• [WHAT IS REQUIRED] Within this listing, how many lines include the word "function"? Only the number should be given.

• [TASK INPUTS]
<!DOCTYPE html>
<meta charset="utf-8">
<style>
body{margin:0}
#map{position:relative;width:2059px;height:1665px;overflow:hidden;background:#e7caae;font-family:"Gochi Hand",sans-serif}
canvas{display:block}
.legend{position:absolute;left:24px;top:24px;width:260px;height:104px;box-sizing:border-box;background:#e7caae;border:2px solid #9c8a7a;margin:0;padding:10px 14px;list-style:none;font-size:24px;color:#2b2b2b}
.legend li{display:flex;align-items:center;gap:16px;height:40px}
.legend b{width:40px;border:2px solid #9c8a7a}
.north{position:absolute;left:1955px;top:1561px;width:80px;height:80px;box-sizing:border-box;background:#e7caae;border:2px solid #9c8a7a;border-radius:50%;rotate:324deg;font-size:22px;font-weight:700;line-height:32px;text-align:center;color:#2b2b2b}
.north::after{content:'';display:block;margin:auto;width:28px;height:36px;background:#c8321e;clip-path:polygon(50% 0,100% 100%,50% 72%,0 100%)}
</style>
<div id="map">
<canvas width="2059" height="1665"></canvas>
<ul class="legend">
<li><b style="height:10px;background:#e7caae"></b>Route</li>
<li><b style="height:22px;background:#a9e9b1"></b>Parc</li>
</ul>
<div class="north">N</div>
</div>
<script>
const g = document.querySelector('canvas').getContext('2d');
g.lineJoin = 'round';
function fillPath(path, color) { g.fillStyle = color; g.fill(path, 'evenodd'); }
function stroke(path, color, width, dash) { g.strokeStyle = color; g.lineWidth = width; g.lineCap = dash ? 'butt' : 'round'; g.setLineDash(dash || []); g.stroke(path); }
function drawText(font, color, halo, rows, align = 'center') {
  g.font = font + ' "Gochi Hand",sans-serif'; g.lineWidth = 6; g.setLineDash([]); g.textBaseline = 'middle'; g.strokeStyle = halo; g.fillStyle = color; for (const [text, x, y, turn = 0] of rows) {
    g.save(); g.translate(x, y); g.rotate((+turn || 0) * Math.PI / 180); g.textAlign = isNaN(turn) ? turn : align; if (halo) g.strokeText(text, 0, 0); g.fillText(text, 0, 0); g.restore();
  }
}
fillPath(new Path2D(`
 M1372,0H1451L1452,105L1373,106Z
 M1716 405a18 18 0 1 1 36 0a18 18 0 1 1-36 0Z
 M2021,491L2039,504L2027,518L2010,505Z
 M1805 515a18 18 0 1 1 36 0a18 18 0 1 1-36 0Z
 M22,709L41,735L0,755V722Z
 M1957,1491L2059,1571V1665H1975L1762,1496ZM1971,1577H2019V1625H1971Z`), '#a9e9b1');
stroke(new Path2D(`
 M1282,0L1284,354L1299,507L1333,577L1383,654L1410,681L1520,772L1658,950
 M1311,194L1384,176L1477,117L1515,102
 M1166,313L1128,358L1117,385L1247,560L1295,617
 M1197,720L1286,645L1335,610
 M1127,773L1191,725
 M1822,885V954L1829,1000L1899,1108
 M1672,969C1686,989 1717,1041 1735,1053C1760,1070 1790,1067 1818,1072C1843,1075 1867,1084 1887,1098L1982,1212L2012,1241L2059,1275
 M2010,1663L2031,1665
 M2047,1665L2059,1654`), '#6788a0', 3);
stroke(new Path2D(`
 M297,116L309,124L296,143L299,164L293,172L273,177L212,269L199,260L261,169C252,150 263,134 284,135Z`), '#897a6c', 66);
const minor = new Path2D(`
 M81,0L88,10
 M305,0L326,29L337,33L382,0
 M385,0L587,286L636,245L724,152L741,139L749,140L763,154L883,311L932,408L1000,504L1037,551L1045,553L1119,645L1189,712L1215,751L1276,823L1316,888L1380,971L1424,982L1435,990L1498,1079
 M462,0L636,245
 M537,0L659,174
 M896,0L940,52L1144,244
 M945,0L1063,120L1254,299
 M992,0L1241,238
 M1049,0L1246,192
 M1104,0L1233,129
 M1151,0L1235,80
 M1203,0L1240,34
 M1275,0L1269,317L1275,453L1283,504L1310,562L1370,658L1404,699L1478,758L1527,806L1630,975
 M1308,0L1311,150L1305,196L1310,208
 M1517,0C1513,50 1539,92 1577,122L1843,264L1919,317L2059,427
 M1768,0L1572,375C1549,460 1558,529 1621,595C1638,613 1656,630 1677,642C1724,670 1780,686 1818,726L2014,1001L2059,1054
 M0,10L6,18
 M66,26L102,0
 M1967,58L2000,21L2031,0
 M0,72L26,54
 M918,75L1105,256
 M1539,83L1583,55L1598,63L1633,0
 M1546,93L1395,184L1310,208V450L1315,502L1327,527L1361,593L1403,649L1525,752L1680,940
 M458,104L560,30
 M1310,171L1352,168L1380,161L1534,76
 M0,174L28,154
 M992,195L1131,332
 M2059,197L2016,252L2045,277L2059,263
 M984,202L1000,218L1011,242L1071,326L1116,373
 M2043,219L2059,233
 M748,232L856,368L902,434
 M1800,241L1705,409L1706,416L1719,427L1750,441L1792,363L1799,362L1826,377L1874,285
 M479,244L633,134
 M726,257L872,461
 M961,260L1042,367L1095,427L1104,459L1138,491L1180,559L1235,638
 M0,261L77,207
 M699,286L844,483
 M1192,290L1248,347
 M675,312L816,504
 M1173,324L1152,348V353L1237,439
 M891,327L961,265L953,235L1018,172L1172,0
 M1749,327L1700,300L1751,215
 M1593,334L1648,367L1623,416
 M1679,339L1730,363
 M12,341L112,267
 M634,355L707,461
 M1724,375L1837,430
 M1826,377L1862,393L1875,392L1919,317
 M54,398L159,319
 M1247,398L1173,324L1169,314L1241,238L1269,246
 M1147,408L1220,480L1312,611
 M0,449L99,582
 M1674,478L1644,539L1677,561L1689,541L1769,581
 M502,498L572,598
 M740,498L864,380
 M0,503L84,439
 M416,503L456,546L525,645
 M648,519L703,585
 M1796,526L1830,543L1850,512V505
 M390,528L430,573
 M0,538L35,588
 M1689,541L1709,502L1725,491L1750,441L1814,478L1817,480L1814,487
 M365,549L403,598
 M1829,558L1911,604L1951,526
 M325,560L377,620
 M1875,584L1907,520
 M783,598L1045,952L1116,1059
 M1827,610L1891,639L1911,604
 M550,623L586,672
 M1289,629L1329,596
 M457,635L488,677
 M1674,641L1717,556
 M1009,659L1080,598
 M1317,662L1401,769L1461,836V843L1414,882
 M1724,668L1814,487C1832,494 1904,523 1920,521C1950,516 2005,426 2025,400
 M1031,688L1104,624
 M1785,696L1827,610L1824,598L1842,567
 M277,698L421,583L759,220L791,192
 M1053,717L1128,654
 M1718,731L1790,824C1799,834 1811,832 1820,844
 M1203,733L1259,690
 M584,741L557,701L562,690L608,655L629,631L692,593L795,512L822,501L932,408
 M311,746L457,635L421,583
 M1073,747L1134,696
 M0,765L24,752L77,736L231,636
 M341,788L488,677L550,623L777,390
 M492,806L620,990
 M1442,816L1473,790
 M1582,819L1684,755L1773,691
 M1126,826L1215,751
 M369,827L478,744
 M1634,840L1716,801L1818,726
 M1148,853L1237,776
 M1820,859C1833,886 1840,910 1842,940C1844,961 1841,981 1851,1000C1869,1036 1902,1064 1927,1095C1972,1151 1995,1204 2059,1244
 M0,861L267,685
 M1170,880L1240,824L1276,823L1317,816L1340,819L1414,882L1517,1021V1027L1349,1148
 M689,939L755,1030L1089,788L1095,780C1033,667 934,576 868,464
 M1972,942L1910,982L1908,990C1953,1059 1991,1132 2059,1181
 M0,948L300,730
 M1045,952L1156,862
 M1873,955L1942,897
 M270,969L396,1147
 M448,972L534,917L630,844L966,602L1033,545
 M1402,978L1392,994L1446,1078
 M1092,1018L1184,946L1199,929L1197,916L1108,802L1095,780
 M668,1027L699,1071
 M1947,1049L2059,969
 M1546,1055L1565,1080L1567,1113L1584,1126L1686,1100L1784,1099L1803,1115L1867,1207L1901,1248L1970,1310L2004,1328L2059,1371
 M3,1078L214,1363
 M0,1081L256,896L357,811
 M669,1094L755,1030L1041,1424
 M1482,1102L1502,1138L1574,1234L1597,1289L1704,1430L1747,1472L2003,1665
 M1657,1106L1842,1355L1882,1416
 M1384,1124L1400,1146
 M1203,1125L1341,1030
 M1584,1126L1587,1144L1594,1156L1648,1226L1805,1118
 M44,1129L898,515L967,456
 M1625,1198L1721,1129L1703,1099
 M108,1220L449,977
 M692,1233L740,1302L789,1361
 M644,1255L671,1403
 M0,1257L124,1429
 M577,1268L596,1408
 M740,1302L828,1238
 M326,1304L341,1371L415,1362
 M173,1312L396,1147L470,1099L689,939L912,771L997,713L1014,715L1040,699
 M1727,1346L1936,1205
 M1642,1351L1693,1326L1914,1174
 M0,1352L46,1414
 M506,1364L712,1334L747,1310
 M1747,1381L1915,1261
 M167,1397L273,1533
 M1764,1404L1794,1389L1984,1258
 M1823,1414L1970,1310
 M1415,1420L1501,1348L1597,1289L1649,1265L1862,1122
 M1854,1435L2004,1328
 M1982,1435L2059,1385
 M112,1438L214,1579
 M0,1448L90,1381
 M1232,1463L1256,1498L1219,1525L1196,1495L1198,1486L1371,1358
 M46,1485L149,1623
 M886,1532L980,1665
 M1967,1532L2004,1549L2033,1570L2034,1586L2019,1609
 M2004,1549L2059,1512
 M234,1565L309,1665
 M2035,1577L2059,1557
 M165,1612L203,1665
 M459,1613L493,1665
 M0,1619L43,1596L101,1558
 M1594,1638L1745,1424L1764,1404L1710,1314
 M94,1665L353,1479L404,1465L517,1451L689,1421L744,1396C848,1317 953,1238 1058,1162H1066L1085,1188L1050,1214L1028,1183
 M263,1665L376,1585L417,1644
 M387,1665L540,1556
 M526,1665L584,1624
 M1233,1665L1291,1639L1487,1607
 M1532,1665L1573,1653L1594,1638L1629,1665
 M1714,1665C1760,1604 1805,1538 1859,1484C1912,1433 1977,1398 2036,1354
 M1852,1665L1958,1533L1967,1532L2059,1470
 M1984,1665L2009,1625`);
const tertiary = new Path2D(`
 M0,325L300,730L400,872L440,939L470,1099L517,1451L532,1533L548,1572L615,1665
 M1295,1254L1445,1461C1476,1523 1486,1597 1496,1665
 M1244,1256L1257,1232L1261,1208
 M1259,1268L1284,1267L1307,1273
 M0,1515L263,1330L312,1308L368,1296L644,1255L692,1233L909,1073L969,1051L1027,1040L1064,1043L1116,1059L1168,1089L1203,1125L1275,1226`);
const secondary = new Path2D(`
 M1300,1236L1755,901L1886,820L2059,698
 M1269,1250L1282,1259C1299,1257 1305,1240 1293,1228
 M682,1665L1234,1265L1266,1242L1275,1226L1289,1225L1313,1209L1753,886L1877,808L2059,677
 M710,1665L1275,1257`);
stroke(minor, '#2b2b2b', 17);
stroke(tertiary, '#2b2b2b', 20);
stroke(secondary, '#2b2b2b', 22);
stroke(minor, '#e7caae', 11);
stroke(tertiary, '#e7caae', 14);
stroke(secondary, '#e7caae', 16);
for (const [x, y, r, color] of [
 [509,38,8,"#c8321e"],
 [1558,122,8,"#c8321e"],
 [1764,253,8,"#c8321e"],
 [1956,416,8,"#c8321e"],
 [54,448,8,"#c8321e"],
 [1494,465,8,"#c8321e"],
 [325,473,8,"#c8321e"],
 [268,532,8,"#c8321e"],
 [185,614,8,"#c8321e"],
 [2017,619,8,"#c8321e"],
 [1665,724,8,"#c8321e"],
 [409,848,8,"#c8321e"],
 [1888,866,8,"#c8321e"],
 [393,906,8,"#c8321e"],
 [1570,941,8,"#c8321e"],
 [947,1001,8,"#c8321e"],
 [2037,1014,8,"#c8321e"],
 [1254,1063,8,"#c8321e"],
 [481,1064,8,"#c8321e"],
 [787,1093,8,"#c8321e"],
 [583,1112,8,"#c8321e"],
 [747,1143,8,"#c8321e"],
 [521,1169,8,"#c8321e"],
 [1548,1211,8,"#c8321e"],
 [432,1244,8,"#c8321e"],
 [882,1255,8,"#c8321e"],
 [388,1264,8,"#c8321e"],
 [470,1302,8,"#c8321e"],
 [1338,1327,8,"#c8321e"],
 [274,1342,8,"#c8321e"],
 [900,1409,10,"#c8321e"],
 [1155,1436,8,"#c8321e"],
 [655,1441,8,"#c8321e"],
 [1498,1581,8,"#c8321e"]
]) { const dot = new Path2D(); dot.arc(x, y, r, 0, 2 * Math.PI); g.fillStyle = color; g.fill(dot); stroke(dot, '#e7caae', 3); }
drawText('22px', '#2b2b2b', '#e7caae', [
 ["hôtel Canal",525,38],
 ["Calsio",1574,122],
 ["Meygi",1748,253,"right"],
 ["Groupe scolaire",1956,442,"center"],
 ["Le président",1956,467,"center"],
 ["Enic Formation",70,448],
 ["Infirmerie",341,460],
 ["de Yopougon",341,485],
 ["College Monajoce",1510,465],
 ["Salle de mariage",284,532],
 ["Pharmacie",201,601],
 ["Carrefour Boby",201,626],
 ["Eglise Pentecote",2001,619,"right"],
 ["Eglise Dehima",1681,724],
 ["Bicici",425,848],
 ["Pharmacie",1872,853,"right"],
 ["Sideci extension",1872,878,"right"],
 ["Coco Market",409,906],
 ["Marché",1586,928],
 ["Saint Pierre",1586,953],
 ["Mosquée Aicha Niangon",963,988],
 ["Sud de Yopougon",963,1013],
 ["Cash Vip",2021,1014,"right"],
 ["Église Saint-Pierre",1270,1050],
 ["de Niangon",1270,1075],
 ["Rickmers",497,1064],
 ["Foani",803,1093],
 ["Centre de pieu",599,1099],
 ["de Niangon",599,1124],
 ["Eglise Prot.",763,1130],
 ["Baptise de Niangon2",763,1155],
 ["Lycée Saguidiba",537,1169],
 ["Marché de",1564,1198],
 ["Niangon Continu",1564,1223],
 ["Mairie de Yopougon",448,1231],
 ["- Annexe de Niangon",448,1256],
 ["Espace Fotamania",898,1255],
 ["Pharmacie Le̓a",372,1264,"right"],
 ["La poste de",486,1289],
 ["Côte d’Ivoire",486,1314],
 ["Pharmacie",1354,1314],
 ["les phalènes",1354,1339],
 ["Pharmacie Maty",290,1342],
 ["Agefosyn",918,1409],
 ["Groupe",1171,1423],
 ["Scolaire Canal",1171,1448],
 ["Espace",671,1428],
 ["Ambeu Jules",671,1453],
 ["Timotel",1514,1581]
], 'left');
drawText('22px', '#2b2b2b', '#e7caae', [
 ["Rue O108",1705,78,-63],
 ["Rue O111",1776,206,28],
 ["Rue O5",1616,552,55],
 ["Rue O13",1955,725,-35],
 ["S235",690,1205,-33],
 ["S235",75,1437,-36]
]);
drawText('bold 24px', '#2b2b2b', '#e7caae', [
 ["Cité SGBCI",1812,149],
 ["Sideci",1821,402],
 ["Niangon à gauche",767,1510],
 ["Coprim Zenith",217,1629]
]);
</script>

• [SOLUTION] 3